Task description: Work out how many lines in the material below hold "hidden", then give only that number.

Provided records:
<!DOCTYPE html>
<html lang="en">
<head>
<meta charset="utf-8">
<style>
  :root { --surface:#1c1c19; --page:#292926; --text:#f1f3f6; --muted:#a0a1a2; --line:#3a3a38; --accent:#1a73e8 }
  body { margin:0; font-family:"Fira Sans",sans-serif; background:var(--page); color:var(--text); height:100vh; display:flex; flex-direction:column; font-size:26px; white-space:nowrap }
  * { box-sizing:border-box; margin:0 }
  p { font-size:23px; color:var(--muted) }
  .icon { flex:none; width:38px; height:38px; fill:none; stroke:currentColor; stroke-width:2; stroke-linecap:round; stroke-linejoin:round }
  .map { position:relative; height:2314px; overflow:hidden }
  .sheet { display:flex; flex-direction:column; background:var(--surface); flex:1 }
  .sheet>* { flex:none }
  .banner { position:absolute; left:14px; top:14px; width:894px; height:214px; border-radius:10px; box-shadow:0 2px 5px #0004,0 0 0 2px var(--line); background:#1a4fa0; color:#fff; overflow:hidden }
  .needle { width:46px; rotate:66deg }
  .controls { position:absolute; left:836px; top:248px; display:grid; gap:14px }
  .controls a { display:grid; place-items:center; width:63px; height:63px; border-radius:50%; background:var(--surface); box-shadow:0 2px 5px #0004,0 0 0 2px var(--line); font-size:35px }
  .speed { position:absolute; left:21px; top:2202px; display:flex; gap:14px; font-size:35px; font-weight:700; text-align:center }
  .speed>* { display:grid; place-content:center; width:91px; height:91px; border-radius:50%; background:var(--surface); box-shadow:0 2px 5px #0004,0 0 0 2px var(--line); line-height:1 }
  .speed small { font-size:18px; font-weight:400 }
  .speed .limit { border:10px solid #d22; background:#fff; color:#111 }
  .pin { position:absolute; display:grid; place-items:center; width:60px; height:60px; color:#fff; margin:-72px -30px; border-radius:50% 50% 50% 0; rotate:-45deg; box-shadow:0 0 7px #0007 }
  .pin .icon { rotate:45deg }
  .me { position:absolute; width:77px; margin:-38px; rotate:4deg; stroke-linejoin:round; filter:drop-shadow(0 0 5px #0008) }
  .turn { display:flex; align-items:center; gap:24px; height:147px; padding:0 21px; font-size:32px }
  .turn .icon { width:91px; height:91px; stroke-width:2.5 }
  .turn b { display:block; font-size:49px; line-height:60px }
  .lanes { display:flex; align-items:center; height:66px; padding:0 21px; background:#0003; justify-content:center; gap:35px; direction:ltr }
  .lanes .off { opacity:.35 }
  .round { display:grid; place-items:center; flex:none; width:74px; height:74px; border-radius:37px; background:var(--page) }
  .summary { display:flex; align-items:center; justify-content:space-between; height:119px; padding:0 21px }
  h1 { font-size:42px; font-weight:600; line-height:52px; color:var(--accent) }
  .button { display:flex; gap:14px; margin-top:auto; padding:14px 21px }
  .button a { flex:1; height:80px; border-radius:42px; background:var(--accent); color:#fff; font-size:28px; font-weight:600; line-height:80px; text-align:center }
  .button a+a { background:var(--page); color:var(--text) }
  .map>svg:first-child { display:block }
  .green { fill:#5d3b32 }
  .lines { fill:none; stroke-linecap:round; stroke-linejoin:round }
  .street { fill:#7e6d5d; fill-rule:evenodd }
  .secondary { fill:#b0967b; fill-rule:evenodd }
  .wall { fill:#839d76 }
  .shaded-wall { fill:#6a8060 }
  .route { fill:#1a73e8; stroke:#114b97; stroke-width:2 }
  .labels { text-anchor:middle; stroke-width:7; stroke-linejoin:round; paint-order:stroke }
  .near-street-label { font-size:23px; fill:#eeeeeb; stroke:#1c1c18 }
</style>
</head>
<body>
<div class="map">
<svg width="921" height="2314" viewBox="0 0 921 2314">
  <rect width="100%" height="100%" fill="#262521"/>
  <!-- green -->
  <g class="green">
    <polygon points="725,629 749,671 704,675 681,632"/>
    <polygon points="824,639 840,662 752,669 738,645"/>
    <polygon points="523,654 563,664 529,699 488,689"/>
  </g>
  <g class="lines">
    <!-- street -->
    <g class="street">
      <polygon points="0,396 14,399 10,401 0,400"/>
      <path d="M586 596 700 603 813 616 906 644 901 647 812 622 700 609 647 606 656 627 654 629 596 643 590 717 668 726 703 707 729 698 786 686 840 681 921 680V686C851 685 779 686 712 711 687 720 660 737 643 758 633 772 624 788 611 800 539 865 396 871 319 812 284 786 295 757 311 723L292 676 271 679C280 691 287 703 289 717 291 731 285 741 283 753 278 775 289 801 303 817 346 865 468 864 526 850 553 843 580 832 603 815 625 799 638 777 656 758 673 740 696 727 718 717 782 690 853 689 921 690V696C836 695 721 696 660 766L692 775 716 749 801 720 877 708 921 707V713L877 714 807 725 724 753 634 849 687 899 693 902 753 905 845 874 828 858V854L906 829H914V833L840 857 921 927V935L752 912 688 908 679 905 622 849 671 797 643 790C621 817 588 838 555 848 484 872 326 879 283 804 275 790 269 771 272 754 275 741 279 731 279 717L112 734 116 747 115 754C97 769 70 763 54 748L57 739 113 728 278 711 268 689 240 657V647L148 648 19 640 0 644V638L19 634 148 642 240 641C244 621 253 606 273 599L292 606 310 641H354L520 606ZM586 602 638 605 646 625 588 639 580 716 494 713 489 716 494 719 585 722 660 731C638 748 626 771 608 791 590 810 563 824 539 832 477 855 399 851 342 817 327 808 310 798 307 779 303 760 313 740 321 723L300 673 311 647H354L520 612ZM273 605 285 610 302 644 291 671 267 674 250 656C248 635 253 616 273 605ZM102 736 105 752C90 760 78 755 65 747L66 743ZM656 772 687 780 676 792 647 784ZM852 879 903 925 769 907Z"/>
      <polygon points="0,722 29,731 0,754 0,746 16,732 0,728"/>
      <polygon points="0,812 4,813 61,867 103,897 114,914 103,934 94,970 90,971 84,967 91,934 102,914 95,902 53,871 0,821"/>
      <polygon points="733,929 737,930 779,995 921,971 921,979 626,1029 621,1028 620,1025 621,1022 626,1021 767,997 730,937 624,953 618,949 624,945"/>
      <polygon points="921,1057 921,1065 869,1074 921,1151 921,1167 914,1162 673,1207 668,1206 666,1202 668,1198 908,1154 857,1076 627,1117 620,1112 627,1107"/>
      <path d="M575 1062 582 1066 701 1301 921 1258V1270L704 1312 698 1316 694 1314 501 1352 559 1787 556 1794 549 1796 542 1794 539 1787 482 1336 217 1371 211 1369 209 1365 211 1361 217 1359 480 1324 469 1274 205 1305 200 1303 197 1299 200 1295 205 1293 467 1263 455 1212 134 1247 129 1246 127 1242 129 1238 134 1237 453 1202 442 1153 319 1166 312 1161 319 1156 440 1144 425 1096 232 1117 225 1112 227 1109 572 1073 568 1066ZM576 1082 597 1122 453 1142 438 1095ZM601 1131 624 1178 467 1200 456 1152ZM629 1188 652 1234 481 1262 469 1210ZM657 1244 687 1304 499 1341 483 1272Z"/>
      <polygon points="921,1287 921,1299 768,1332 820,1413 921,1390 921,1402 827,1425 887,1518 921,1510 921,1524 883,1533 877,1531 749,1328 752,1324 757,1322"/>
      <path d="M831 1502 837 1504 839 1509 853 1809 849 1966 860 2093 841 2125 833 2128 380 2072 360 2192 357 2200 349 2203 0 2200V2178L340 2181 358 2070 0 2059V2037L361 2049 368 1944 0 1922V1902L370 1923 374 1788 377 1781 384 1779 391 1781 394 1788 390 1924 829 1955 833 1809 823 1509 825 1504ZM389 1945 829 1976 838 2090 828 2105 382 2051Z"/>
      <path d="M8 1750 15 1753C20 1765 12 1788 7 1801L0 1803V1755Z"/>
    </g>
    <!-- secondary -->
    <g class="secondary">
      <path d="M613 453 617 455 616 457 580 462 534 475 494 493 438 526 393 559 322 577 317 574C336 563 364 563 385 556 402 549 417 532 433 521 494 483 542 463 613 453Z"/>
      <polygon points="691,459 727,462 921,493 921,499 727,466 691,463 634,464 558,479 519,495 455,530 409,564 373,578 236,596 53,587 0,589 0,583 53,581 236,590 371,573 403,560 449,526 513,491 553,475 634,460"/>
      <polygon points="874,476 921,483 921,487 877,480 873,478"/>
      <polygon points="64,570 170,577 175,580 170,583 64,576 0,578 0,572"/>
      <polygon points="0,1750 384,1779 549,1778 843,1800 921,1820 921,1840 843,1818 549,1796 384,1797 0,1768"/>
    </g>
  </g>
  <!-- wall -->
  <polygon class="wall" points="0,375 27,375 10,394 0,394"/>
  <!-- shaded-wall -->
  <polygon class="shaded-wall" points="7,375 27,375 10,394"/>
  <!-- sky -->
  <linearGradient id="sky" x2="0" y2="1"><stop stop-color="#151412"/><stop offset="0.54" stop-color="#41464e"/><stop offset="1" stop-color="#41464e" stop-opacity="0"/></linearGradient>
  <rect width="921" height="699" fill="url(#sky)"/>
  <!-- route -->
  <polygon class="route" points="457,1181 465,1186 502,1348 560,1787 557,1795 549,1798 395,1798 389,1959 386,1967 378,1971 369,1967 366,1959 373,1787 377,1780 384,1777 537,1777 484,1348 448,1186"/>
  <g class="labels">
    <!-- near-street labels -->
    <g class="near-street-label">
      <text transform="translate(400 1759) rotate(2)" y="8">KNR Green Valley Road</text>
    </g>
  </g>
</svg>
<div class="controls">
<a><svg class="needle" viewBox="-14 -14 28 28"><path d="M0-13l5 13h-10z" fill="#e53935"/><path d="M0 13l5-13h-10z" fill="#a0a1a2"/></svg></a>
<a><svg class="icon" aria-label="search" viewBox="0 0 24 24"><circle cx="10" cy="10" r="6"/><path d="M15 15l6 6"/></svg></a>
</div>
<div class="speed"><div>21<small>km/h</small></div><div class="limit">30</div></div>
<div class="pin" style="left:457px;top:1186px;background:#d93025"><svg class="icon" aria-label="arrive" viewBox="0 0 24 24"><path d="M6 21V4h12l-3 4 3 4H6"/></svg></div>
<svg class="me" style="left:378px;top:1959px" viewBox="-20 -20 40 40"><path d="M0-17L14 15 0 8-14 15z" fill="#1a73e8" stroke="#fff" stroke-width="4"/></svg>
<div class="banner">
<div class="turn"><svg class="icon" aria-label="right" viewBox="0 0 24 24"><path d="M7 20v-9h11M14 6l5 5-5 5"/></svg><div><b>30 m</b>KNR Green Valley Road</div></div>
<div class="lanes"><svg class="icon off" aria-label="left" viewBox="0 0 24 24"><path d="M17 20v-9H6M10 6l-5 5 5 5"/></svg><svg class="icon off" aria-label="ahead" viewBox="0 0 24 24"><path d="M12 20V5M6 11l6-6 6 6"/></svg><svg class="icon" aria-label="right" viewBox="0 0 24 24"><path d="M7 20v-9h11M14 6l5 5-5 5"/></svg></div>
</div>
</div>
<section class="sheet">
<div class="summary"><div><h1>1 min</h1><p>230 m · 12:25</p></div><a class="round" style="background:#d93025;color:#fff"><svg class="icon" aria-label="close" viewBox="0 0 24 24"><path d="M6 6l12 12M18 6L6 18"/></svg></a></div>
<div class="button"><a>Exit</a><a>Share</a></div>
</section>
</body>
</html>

Expected answer: 2